In the end, he set aside the empty bowl and retired to sleep.

After all, the night's coolness was of short duration and he was already well acquainted with loss.


	3. Chapter 3

**The Hatchling**

* * *

**Act 3**

With midsummer came desert fever.

The soaring temperatures outside his stifling hovel were nothing compared to the fires raging in his veins as he sweated through the worst throes of illness. Half his stored water supply was still insufficient to quench his unending thirst; only when he grew too weak to rise from his cot did he surrender to the consuming heat, soaked in salty moisture he could ill afford to expend, shivering beneath his blankets even as he burned.

"I've never been this ill before," he complained, his voice nothing but a soft rasping against the stone wall.

The wavering air, textured into shifting mirage by delirium, smoothed his damp brow. "You were, once or twice. You just don't remember."

There were many things he did not wish to remember. Possibly such a paroxysm of infirmity was among them. Shouldn't he, at his age, have acquired immunity to such common maladies? Or should not the Force have protected him, as it once had – before the Dark times, before the Empire? He supposed the universal Life itself to be fever-wracked and plague-stricken now, laid low by the ascendancy of the Sith. Perhaps this individual suffering was nothing but a shadow cast on his cave wall by that ethereal bonfire, that funeral pyre of Light set kindling on the molten shores of Mustafar by his own hand.

He moaned through the short marches of night. Come morning he could barely distinguish waking from sleep, nor dream from vision. Gross matter halfway moulted from struggling spirit, he saw what was not there, felt the intangible, spun dizzily into a place where the dead kept a wry vigil over the half-dead.

He found dark amusement in discovering Tatooine's sole attractive quality. "There are no healers here," he triumphed, in a hoarse whisper.

"Don't be so sure," the aching space between each heartbeat told him. A soft current moved in the baking air, a hand easing the transition from wakefulness to sleep. "The Force has a way of providing unexpected solutions. Especially here."

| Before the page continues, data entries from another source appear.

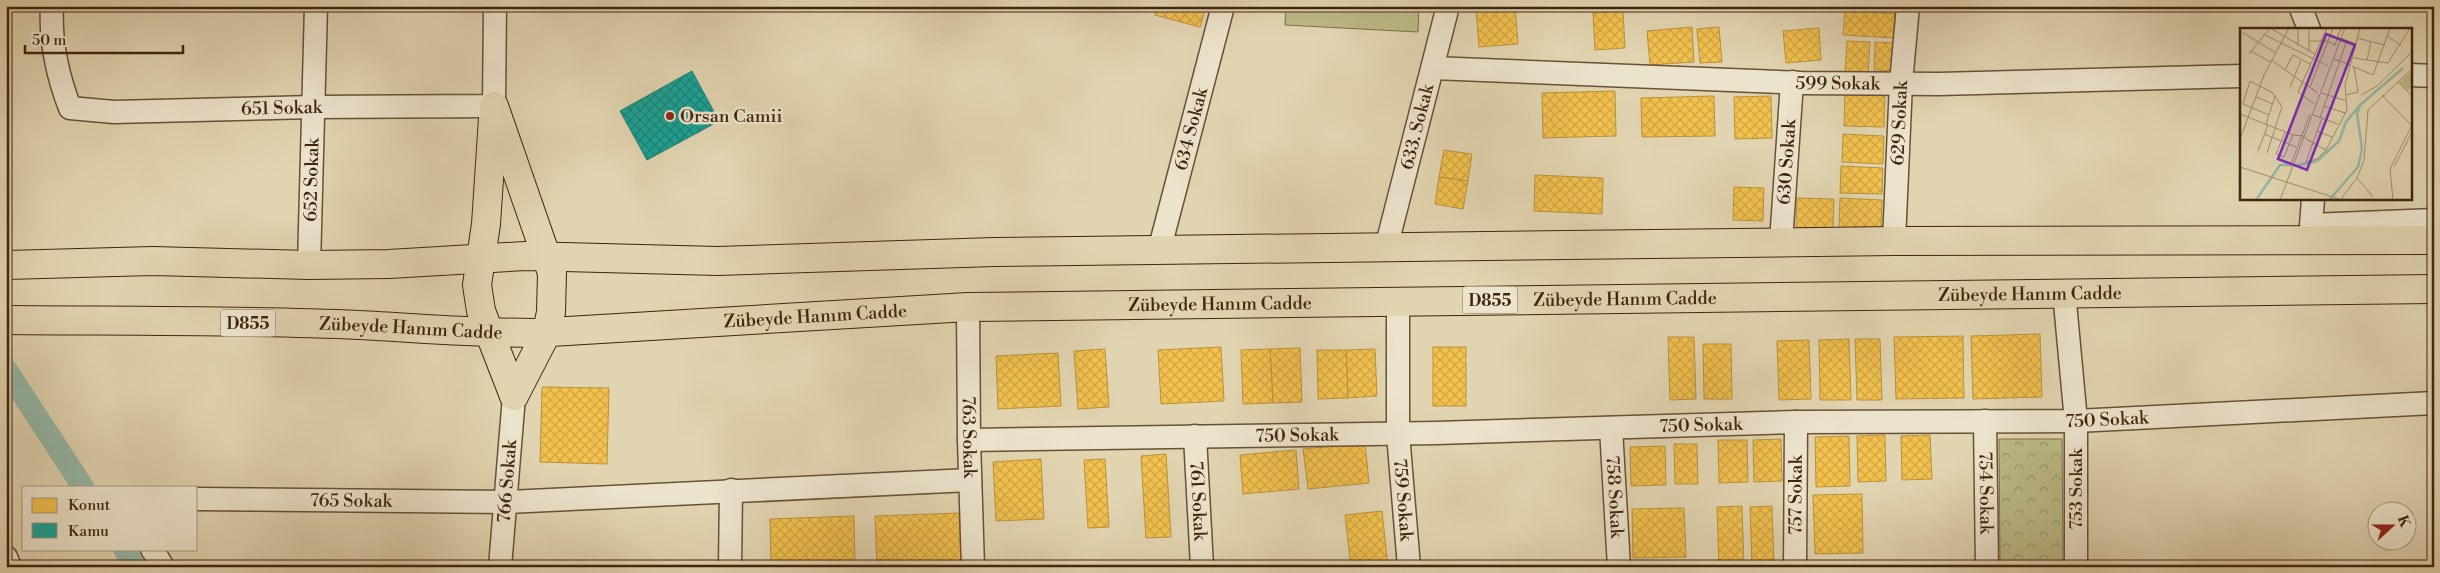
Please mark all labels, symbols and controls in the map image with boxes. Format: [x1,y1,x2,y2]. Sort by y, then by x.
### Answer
scale bar [25,22,182,54]
inset map [2240,28,2412,200]
text: 50 m [32,31,66,50]
street label: 599 Sokak [1795,72,1882,96]
street label: 629 Sokak [1886,79,1913,166]
street label: 633. Sokak [1396,80,1440,172]
street label: 634 Sokak [1170,84,1214,173]
street label: 651 Sokak [241,96,324,121]
place label: Orsan Camii [680,105,782,128]
marker: Orsan Camii [664,110,676,122]
street label: 630 Sokak [1773,117,1801,206]
street label: 652 Sokak [299,136,324,222]
street label: Zübeyde Hanım Cadde [1938,282,2122,307]
road number: D855 [1462,286,1518,314]
street label: Zübeyde Hanım Cadde [1533,287,1717,312]
street label: Zübeyde Hanım Cadde [1128,292,1312,317]
street label: Zübeyde Hanım Cadde [723,300,908,334]
road number: D855 [220,309,276,336]
street label: Zübeyde Hanım Cadde [319,313,503,345]
street label: 763 Sokak [957,396,981,480]
street label: 750 Sokak [2065,406,2151,433]
street label: 750 Sokak [1659,413,1744,438]
street label: 750 Sokak [1255,423,1340,448]
street label: 766 Sokak [493,437,522,524]
street label: 753 Sokak [2065,447,2088,530]
street label: 754 Sokak [1973,452,1998,536]
street label: 757 Sokak [1784,453,1808,535]
street label: 758 Sokak [1601,455,1628,540]
street label: 759 Sokak [1388,458,1418,543]
street label: 761 Sokak [1184,461,1212,543]
legend [22,486,198,550]
street label: 765 Sokak [310,489,394,513]
text: Konut [68,496,111,515]
north arrow [2368,500,2418,550]
text: K [2393,513,2414,531]
text: Kamu [68,522,109,541]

And sure enough, when the Tusken spirit-wives came later that day with their offering of blue milk and dried bantha meat, they also left a dented canister of the local folk remedy, a wretched potion made from the spores of a rare desert fungus.

"You see? I was right."

He had no strength to make reply, so he merely hobbled his way back indoors, the strange gift clutched in one shaking hand.

* * *

The medicine was vile, and induced nightmarish hallucinations – but it was also marvelously efficacious. He slept nearly two whole days after the worst of the fever burned off, and when he again opened his eyes he could barely stand upright to use his miniscule fresher, much less totter into the house's main room to prepare tea.

He had just collapsed onto a padded stool scavenged by the industrious Jawas from some crashed space-faring vessel, head sunk in his hands as he rallied his scant strength for the next task, when a scratching and grunting at the threshold demanded his attention. He raised a trembling hand and waved the weather-proofed portal open, little caring who might witness this display of occult power.

The visitor was Oki.

Scarred from numerous territorial disputes, clearly starving from lack of hunting rights, the poor creature shimmied his way through the front entrance and coiled himself in the living area, knocking aside a few inconveniently placed furnishings.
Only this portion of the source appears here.